Reactive Nitrogen Composition and Origin in the United States Rocky Mountains

Excess reactive nitrogen (Nr) deposition is occurring in sensitive ecosystems in the Rocky Mountains. In some high alpine lakes in Rocky Mountain (RMNP) and Grand Teton (GTNP) national parks, this increased deposition is causing biogeochemical changes. Nr is a rich mix of inorganic and organic oxidized and reduced N compounds originating from an array of natural and anthropogenic sources. Current routine monitoring programs do not measure important Nr compounds including dry deposited ammonia and dry and wet deposited organic N (ON). These can be large contributors to the total Nr deposition budget. This missing fraction could hamper the ability to develop effective management goals and control strategies, and track progress towards these goals to remediate damaged and maintain healthy ecosystems. To better understand the Nr composition and origin, field studies were conducted in RMNP in 2006 and 2009, and in GTNP in the summer of 2011. Large contributions of wet-deposited ON and dry-deposited ammonia were measured during all seasons with 17% and 17% annual contributions of these two species respectively, to total Nr at RMNP, and 11% and 28% summer contributions at GTNP respectively. At RMNP, the Nr originated from sources within Colorado (>40%) and from sources throughout the western United States including ~10% from California. Forty five percent of the dry deposited ammonia originated from sources outside of Colorado, indicating regional contributions to a pollutant often considered as having predominantly local origin. However, at GTNP it was estimated that about three quarters of the ammonia originated from sources in the Snake River Valley, an intensive agricultural region directly upwind of the park. The large ammonia dry deposition was estimated assuming a one-way dry deposition flux.
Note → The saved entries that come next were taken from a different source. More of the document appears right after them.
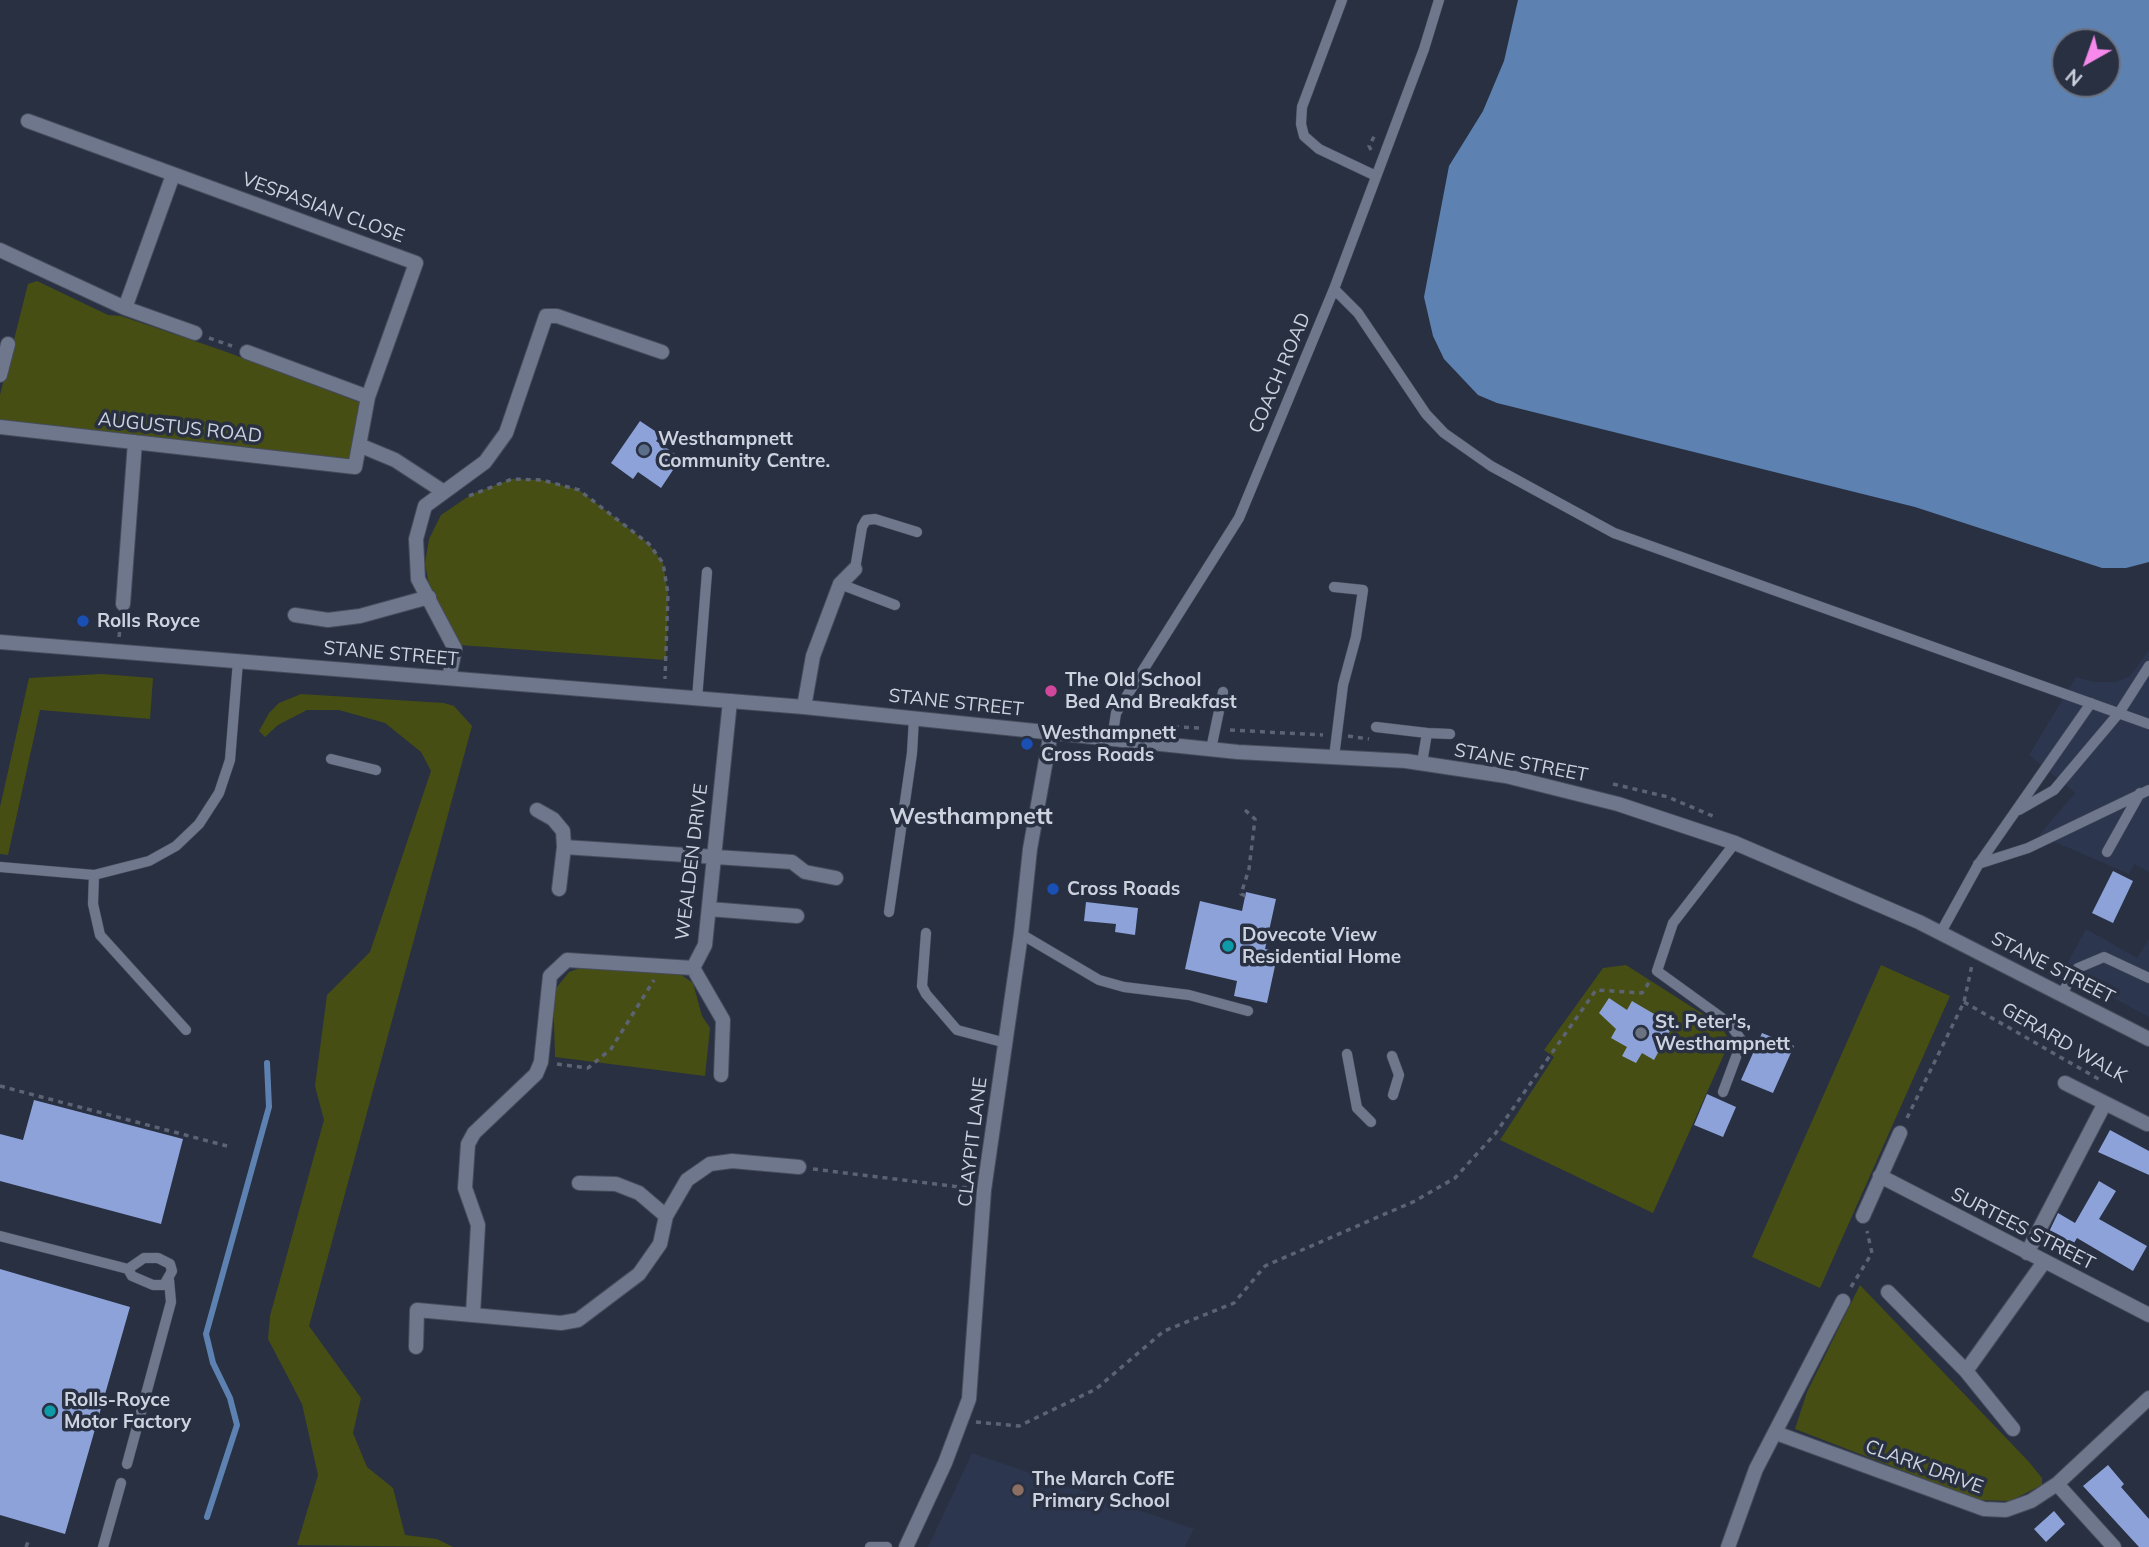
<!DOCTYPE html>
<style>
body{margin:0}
#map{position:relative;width:2149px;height:1547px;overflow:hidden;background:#283042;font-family:Mulish,sans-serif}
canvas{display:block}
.north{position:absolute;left:2051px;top:28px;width:70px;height:70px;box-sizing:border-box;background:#283042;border:2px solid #6a7181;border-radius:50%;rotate:220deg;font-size:19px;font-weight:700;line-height:28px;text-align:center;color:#cdd2df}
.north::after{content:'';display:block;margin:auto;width:24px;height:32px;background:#f788ec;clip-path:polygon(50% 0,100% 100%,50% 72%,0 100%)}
</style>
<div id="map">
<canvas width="2149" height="1547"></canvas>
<div class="north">N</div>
</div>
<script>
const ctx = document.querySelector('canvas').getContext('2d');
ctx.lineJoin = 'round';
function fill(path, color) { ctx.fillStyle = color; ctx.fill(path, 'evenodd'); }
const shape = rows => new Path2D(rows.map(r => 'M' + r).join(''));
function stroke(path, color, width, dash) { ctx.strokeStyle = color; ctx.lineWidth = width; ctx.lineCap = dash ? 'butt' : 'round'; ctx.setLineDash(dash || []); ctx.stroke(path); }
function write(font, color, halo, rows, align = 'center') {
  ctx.font = font + ' Mulish,sans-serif'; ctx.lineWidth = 7; ctx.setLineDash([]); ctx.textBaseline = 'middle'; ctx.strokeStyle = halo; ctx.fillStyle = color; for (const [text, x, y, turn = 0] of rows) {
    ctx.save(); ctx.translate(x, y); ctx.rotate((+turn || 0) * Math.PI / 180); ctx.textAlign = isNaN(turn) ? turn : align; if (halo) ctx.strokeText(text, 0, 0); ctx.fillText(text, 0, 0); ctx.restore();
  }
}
const built = shape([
 [2149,650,2149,872,2134,864,2129,874,2039,835,2075,793,2029,755,2076,677,2094,682,2116,682,2130,676],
 [2086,929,2137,958,2149,939,2149,1017,2063,971],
 [972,1453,1191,1528,1194,1528,1185,1547,928,1547]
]);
const green = shape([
 [37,281,108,315,121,316,224,351,361,403,351,461,0,422,0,395,28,284],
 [512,479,542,480,579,490,649,544,663,563,668,594,666,660,459,645,429,585,425,563,429,539,441,515,472,494],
 [101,674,153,678,150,719,40,710,8,855,0,854,0,807,29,678],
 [301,694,444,703,454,706,472,726,309,1326,361,1398,353,1433,367,1467,393,1488,405,1535,437,1539,453,1547,297,1545,318,1475,302,1404,268,1339,270,1316,324,1120,315,1086,327,995,370,952,431,771,421,752,385,723,339,710,307,710,278,725,265,737,259,731,269,713,279,703],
 [1626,965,1720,1025,1730,1041,1653,1213,1500,1140,1554,1057,1544,1050,1603,968],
 [1881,965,1950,996,1820,1288,1752,1257],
 [583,967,680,974,693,983,702,1016,710,1028,705,1076,555,1057,553,992,569,972],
 [1860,1285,2029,1462,2042,1478,2042,1485,2010,1501,1979,1500,1795,1429,1807,1392]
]);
const water = shape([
 [1518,0,2149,0,2149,562,2126,568,2102,568,1915,507,1497,403,1478,395,1444,359,1433,336,1424,297,1449,166,1483,111,1504,61],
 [2065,42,2107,42,2107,84,2065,84]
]);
const stream = shape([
 [207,1517,237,1425,230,1398,213,1363,206,1334,269,1107,267,1063]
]);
const building = shape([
 [640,421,661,435,656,441,681,458,661,488,638,472,633,479,611,463],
 [2113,871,2133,881,2113,923,2092,913],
 [1246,892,1276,899,1265,949,1278,952,1267,1003,1234,996,1237,981,1185,969,1200,901,1242,911],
 [1086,902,1138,908,1135,935,1115,932,1116,924,1084,921],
 [1609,998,1627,1010,1632,1001,1673,1025,1654,1060,1642,1053,1636,1063,1622,1056,1627,1047,1611,1038,1616,1029,1599,1013],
 [1762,1033,1794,1046,1773,1093,1741,1080],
 [1707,1094,1736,1107,1723,1137,1694,1125],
 [34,1100,183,1139,161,1224,0,1181,0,1134,23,1140],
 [2110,1130,2149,1151,2149,1175,2098,1152],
 [2099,1181,2116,1191,2099,1219,2147,1246,2133,1271,2077,1238,2070,1250,2047,1236,2058,1213,2075,1223],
 [0,1269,130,1307,65,1534,0,1515],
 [2108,1465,2124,1484,2121,1487,2149,1519,2149,1547,2139,1547,2083,1486],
 [2054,1511,2065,1524,2046,1542,2034,1529]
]);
const path = shape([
 [1371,150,1369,146,1375,135],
 [209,338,232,346],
 [469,496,512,479,542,480,579,490,649,544,663,563,668,594,665,679],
 [119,637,121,620],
 [1174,727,1201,728],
 [1230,730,1323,735],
 [1348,736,1369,739],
 [1068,755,1077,753],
 [1613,784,1668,797,1715,817],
 [1245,810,1255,819,1249,869,1241,894,1246,896],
 [1964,1002,2102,1081],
 [557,1064,588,1068,611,1049,654,980],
 [0,1086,227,1146],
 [1907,1118,1964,1002,1972,965],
 [813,1169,968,1188],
 [1851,1287,1872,1253,1867,1231],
 [976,1422,1019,1426,1096,1389,1164,1331,1234,1303,1265,1266,1415,1201,1455,1178,1495,1134,1596,990,1642,993,1650,981],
 [26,1547,28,1542]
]);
const service = shape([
 [1342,0,1302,107,1301,124,1304,136,1319,149,1376,176],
 [1334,289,1358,313,1426,414,1444,433,1491,466,1614,533,2149,724],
 [855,569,862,527,866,520,875,519,917,532],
 [840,584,895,605],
 [1334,587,1363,590,1356,637,1343,685,1334,757],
 [697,699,707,572],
 [1376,727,1427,733,1422,763],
 [1427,733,1450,734],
 [1112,739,1116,713,1239,518,1334,289,1424,49,1439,0],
 [1211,749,1223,692],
 [331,759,376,770],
 [2019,810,2054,790,2119,713,2149,666],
 [2107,852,2140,793],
 [1978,864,2028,848,2149,790],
 [0,867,94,875,149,861,176,846,199,824,219,793,230,760,238,661],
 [94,875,93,904,100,935,186,1030],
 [889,912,912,753,914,718],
 [1941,932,1978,865,2091,703],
 [926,933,922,986,926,994,957,1030,1006,1043],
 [1021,934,1099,980,1124,987,1189,995,1248,1011],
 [2062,993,2078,968,2104,957,2149,978],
 [1347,1054,1357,1108,1371,1122],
 [1392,1056,1399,1075,1393,1095],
 [1723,1092,1742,1041,1729,1023,1657,971,1673,923,1735,843],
 [0,1236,128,1269,132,1276,153,1285,164,1285,172,1271,170,1264,158,1258,144,1258,128,1269],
 [127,1464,171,1302,169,1280],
 [103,1547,121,1483],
 [870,1547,887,1547]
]);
const minor = shape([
 [0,250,125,308,173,175],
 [125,308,195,333],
 [247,352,368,397],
 [0,375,8,344],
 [0,427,355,467,368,397,416,263,28,121],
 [359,445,395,460,444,492],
 [123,604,135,442],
 [295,615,328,620,360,616,429,597],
 [449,678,455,649,418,579,416,539,425,506,485,462,506,433,546,316,557,316,662,352],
 [804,707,813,656,840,584,855,569],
 [537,810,553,819,563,831,564,847,559,889],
 [564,847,792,862,805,872,836,878],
 [709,909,797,916],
 [693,968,705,945,730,701],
 [693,968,723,1020,721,1075],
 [2065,1083,2147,1124],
 [1880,1176,2149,1315],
 [579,1183,616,1184,639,1193,666,1216],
 [1863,1216,1900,1133],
 [2027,1253,2105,1103],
 [1888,1292,1966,1371,2013,1429],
 [473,1314,478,1225,465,1188,468,1144,474,1133,536,1074,541,1062,550,976,567,960,693,968],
 [416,1347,417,1310,561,1323,578,1320,639,1274,660,1244,666,1216,687,1180,710,1164,732,1161,799,1167],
 [1966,1371,2044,1262],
 [1776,1433,1984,1509,2006,1510,2031,1501,2057,1484,2149,1398],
 [2057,1484,2114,1547],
 [906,1547,945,1463,969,1399,984,1190,1021,934,1030,849,1051,732],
 [1728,1547,1756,1469,1843,1301]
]);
const tertiary = shape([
 [0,642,804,707,1238,752,1406,761,1506,776,1618,804,1735,843,1919,922,2149,1039]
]);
const markers = [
 [644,450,7,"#5c6f8a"],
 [83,621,7,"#1a4fb4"],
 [1051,691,7,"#d1479c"],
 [1027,744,7,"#1a4fb4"],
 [1053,889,7,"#1a4fb4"],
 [1228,946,7,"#0f9aa8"],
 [1641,1033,7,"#6b7280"],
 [50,1411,7,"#0f9aa8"],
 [1018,1490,7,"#8d6e63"]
];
const streetNames = [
 ["VESPASIAN CLOSE",323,208,20],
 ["COACH ROAD",1280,373,-67],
 ["AUGUSTUS ROAD",180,428,6],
 ["STANE STREET",391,654,5],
 ["STANE STREET",956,703,6],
 ["STANE STREET",1521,763,11],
 ["WEALDEN DRIVE",692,862,-83],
 ["STANE STREET",2053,968,27],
 ["GERARD WALK",2064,1043,30],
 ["CLAYPIT LANE",973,1142,-83],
 ["SURTEES STREET",2023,1229,27],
 ["CLARK DRIVE",1924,1467,20]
];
const poiNames = [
 ["Westhampnett",658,439],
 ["Community Centre.",658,461],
 ["Rolls Royce",97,621],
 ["The Old School",1065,680],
 ["Bed And Breakfast",1065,702],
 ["Westhampnett",1041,733],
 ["Cross Roads",1041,755],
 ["Cross Roads",1067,889],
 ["Dovecote View",1242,935],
 ["Residential Home",1242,957],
 ["St. Peter's,",1655,1022],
 ["Westhampnett",1655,1044],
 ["Rolls-Royce",64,1400],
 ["Motor Factory",64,1422],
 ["The March CofE",1032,1479],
 ["Primary School",1032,1501]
];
const quarterNames = [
 ["Westhampnett",971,817]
];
fill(built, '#2d364f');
fill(green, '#464e14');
fill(water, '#5d82b2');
stroke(stream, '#5d82b2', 6);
fill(building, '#8ca2d9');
stroke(service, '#464c5c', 11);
stroke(minor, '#464c5c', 16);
stroke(tertiary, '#464c5c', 16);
stroke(path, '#5c6373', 3.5, [5, 5]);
stroke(service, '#6e778c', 10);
stroke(minor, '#6e778c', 14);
stroke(tertiary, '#6e778c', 14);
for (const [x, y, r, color] of markers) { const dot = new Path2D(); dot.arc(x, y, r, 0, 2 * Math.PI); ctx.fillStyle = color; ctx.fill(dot); stroke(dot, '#283042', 2.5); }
write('19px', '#cdd2df', '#283042', streetNames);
write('bold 19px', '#cdd2df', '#283042', poiNames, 'left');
write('bold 23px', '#cdd2df', '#283042', quarterNames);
</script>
Any reemission of previously deposited ammonia would reduce this input. The importance of reemission remains an open and important question. Measurements of the total ambient ON compounds are still problematic, though the water soluble particulate ON fraction was found to be significant. In addition, limited measurements suggest that during biomass burning events reduced ON gases are equal to or greater than ammonia concentrations.